# INSTRUCTIONS TO FOLLOW
Copy every line below. Do not alter any of them.

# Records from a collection
..............................
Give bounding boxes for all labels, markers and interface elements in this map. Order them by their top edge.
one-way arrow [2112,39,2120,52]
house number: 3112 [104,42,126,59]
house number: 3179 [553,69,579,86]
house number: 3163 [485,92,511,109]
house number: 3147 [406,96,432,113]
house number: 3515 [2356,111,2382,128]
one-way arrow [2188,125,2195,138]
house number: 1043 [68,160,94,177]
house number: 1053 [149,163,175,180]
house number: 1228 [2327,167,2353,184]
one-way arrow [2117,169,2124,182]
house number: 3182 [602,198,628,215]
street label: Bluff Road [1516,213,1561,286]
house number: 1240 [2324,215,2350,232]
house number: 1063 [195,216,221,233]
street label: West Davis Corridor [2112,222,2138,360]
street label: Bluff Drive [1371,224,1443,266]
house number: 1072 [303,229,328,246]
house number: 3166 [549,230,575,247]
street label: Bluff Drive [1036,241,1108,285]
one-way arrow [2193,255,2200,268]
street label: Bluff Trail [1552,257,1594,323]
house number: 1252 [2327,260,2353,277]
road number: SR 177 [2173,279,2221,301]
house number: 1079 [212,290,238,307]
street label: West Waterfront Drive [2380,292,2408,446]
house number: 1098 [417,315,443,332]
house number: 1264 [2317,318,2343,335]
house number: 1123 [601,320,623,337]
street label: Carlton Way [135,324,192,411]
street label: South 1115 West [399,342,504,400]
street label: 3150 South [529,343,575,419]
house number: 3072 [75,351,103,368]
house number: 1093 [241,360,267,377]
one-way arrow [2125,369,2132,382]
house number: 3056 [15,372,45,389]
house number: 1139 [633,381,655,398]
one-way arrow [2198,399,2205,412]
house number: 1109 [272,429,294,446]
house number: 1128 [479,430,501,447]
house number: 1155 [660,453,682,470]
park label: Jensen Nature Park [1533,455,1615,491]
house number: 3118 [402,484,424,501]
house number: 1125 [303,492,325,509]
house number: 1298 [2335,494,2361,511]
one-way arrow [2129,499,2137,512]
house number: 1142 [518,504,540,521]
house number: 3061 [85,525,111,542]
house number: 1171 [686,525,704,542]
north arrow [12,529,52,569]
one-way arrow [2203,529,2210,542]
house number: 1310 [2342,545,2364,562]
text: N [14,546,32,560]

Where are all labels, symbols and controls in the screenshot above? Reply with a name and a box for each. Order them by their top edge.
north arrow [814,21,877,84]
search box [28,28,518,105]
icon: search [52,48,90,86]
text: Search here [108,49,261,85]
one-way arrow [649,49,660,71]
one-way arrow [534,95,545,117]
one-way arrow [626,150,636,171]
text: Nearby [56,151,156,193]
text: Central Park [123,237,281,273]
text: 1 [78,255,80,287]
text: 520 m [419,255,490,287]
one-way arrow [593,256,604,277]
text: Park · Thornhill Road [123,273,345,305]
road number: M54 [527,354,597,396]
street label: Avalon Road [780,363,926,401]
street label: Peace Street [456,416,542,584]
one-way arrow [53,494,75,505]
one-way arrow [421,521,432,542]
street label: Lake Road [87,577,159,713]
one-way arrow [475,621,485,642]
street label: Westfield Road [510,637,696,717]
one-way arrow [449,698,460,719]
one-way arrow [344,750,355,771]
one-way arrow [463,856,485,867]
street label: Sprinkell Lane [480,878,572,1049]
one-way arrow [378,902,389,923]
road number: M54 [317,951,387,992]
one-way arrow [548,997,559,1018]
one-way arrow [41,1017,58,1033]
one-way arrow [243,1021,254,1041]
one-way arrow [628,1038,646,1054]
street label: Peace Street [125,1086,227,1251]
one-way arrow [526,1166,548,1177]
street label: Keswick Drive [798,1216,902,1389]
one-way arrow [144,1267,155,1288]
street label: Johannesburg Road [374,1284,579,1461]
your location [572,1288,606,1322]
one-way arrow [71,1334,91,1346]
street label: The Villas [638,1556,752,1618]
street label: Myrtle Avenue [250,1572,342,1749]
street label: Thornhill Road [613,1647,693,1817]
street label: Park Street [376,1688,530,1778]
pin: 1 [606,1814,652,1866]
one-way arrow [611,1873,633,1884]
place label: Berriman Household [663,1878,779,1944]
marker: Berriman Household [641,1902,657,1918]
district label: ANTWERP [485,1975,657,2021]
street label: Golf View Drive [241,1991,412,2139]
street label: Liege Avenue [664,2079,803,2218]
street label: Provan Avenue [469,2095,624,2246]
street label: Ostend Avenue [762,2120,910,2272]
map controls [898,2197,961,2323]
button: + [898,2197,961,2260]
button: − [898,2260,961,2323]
..............................
# RESPONSE TO THIS TASK
Give bounding boxes for all labels, markers and interface elements in this map. Order them by their top edge.
one-way arrow [2112,39,2120,52]
house number: 3112 [104,42,126,59]
house number: 3179 [553,69,579,86]
house number: 3163 [485,92,511,109]
house number: 3147 [406,96,432,113]
house number: 3515 [2356,111,2382,128]
one-way arrow [2188,125,2195,138]
house number: 1043 [68,160,94,177]
house number: 1053 [149,163,175,180]
house number: 1228 [2327,167,2353,184]
one-way arrow [2117,169,2124,182]
house number: 3182 [602,198,628,215]
street label: Bluff Road [1516,213,1561,286]
house number: 1240 [2324,215,2350,232]
house number: 1063 [195,216,221,233]
street label: West Davis Corridor [2112,222,2138,360]
street label: Bluff Drive [1371,224,1443,266]
house number: 1072 [303,229,328,246]
house number: 3166 [549,230,575,247]
street label: Bluff Drive [1036,241,1108,285]
one-way arrow [2193,255,2200,268]
street label: Bluff Trail [1552,257,1594,323]
house number: 1252 [2327,260,2353,277]
road number: SR 177 [2173,279,2221,301]
house number: 1079 [212,290,238,307]
street label: West Waterfront Drive [2380,292,2408,446]
house number: 1098 [417,315,443,332]
house number: 1264 [2317,318,2343,335]
house number: 1123 [601,320,623,337]
street label: Carlton Way [135,324,192,411]
street label: South 1115 West [399,342,504,400]
street label: 3150 South [529,343,575,419]
house number: 3072 [75,351,103,368]
house number: 1093 [241,360,267,377]
one-way arrow [2125,369,2132,382]
house number: 3056 [15,372,45,389]
house number: 1139 [633,381,655,398]
one-way arrow [2198,399,2205,412]
house number: 1109 [272,429,294,446]
house number: 1128 [479,430,501,447]
house number: 1155 [660,453,682,470]
park label: Jensen Nature Park [1533,455,1615,491]
house number: 3118 [402,484,424,501]
house number: 1125 [303,492,325,509]
house number: 1298 [2335,494,2361,511]
one-way arrow [2129,499,2137,512]
house number: 1142 [518,504,540,521]
house number: 3061 [85,525,111,542]
house number: 1171 [686,525,704,542]
north arrow [12,529,52,569]
one-way arrow [2203,529,2210,542]
house number: 1310 [2342,545,2364,562]
text: N [14,546,32,560]

Where are all labels, symbols and controls in the screenshot above? Reply with a name and a box for each. Order them by their top edge.
north arrow [814,21,877,84]
search box [28,28,518,105]
icon: search [52,48,90,86]
text: Search here [108,49,261,85]
one-way arrow [649,49,660,71]
one-way arrow [534,95,545,117]
one-way arrow [626,150,636,171]
text: Nearby [56,151,156,193]
text: Central Park [123,237,281,273]
text: 1 [78,255,80,287]
text: 520 m [419,255,490,287]
one-way arrow [593,256,604,277]
text: Park · Thornhill Road [123,273,345,305]
road number: M54 [527,354,597,396]
street label: Avalon Road [780,363,926,401]
street label: Peace Street [456,416,542,584]
one-way arrow [53,494,75,505]
one-way arrow [421,521,432,542]
street label: Lake Road [87,577,159,713]
one-way arrow [475,621,485,642]
street label: Westfield Road [510,637,696,717]
one-way arrow [449,698,460,719]
one-way arrow [344,750,355,771]
one-way arrow [463,856,485,867]
street label: Sprinkell Lane [480,878,572,1049]
one-way arrow [378,902,389,923]
road number: M54 [317,951,387,992]
one-way arrow [548,997,559,1018]
one-way arrow [41,1017,58,1033]
one-way arrow [243,1021,254,1041]
one-way arrow [628,1038,646,1054]
street label: Peace Street [125,1086,227,1251]
one-way arrow [526,1166,548,1177]
street label: Keswick Drive [798,1216,902,1389]
one-way arrow [144,1267,155,1288]
street label: Johannesburg Road [374,1284,579,1461]
your location [572,1288,606,1322]
one-way arrow [71,1334,91,1346]
street label: The Villas [638,1556,752,1618]
street label: Myrtle Avenue [250,1572,342,1749]
street label: Thornhill Road [613,1647,693,1817]
street label: Park Street [376,1688,530,1778]
pin: 1 [606,1814,652,1866]
one-way arrow [611,1873,633,1884]
place label: Berriman Household [663,1878,779,1944]
marker: Berriman Household [641,1902,657,1918]
district label: ANTWERP [485,1975,657,2021]
street label: Golf View Drive [241,1991,412,2139]
street label: Liege Avenue [664,2079,803,2218]
street label: Provan Avenue [469,2095,624,2246]
street label: Ostend Avenue [762,2120,910,2272]
map controls [898,2197,961,2323]
button: + [898,2197,961,2260]
button: − [898,2260,961,2323]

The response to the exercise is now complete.